I'm just going to lay out some of the things that have always bothered me for one reason or another. To begin with, two words come to mind: overwrought, unconstrained.

People always talk of the profundity of Mahler, but so far to me he has seemed as if he tried so hard to be profound that he couldn't succeed. I think real profundity has a certain naturalness to it, and I fail to get this from Mahler. There is some historical precedent for what I say. Mahler wrote for his earlier symphonies a sort of program as a some kind of guide for the audience. Once I was viewing a set of abstract works by a contemporary painter at a gallery. The plaque that accompanied each painting, as they do for all listing the artist, year, and medium, included (abnormally and superfluously or overwhelmingly) a long paragraph explaining the artist's inspiration, intent, process. My thought was and still is: With these paragraphs of explanation, why did he bother to paint? He could have left the paintings out altogether and put up nothing but the explanatory plaques. So from an aesthetic perspective, the existence of the programs is for me a bad sign.

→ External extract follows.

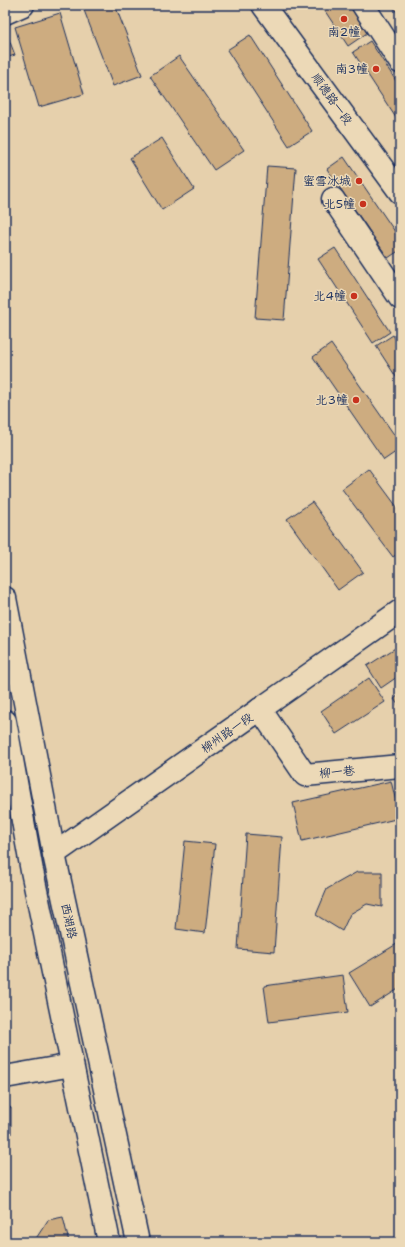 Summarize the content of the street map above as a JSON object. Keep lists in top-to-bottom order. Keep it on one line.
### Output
{"streets":{"main road":["顺德路一段","柳州路一段","柳一巷","西湖路"]},"crossings":[["柳州路一段","柳一巷"],["柳州路一段","西湖路"]],"places":["南2幢","南3幢","蜜雪冰城","北5幢","北4幢","北3幢"]} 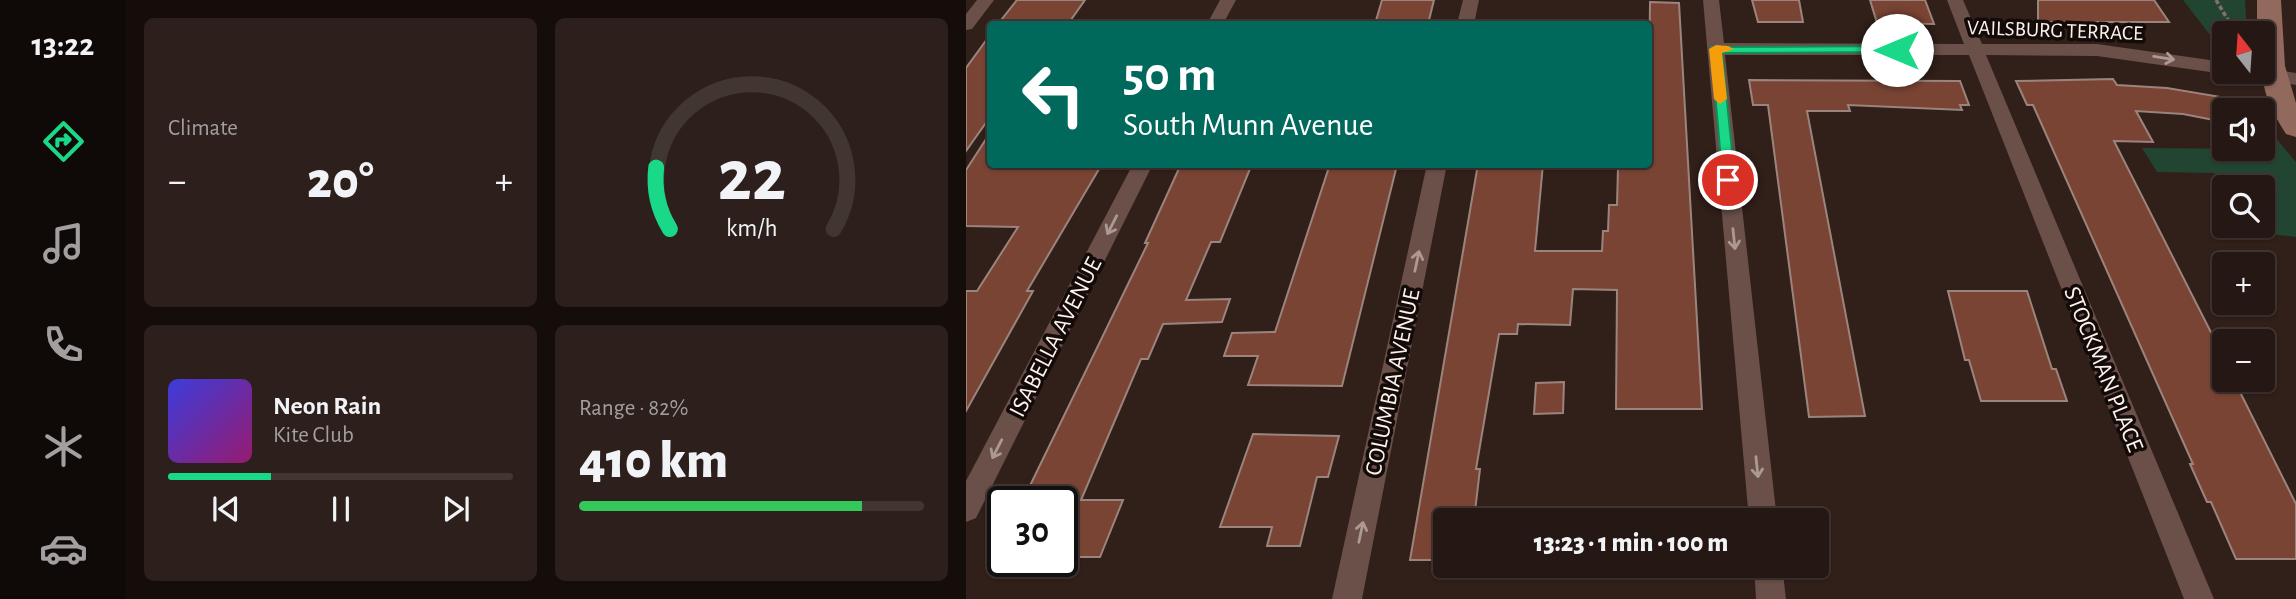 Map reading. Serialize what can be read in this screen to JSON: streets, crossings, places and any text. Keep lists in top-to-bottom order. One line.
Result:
{"streets":{"street":["VAILSBURG TERRACE","ISABELLA AVENUE","STOCKMAN PLACE","COLUMBIA AVENUE"]},"crossings":[["VAILSBURG TERRACE","STOCKMAN PLACE"]],"one_way":["VAILSBURG TERRACE","ISABELLA AVENUE","COLUMBIA AVENUE"],"north":"top","page":{"tabs":"13:22","tile":["Climate",["Range · 82%","410 km"]],"map_buttons":["+","−"],"turn":["50 m","South Munn Avenue"],"heat":["−","20°","+"],"song":["Neon Rain","Kite Club"],"limit":"30","trip":"13:23 · 1 min · 100 m","gauge":["22","km/h"]}}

Here's a story about overwrought artwork. I used to be in a rock band and we all played and wrote our own songs.The first song our bassist brought in had everybody's part written out in full chamber-music style. Not only this, peppered throughout everyone's part were phrases describing what this this or that theme symbolized, the relationships to each part and section so that we could all understand the attitude we should adopt to perform the piece as intended. Mahler didn't exactly do this, but in my view the poor man had too many resources at hand. I am not opposed to largesse except when it seems to be for its own sake. Maybe Mahler's music actually required the resources he used, but I remain far from convinced.

Then I have problems with Mahler from a purely musical perspective. I was never able to quite understand what bothered me until I happened across the Wikipedia article about Shostakovich's 4th Symphony which contains the following comment under Influence of Mahler: The duration, the size of the orchestra, the style and range of orchestration, and the recurrent use of "banal" melodic material juxtaposed with more high-minded, even "intellectual," material, all come from Mahler. The term "banal" was given in quotes...but that word truck me like a thunderbolt. Mahler's melodies always struck me as banal, throwaway, that the emotional strength he was trying to transmit was not contained in the actual melody itself. Oddly enough, Shostakovich's 4th is one of my favorite symphonies of all. The "banal" melodies seemed to me to befit Shostakovich's more modern style and struck me more as musical ideas, and one of the things I love about the 4th is the impression it gives me of Shostakovich as a volcano erupting with original musical ideas. Maybe Mahler is like this too when placed in his historical context, but it has simply never come across to me that way.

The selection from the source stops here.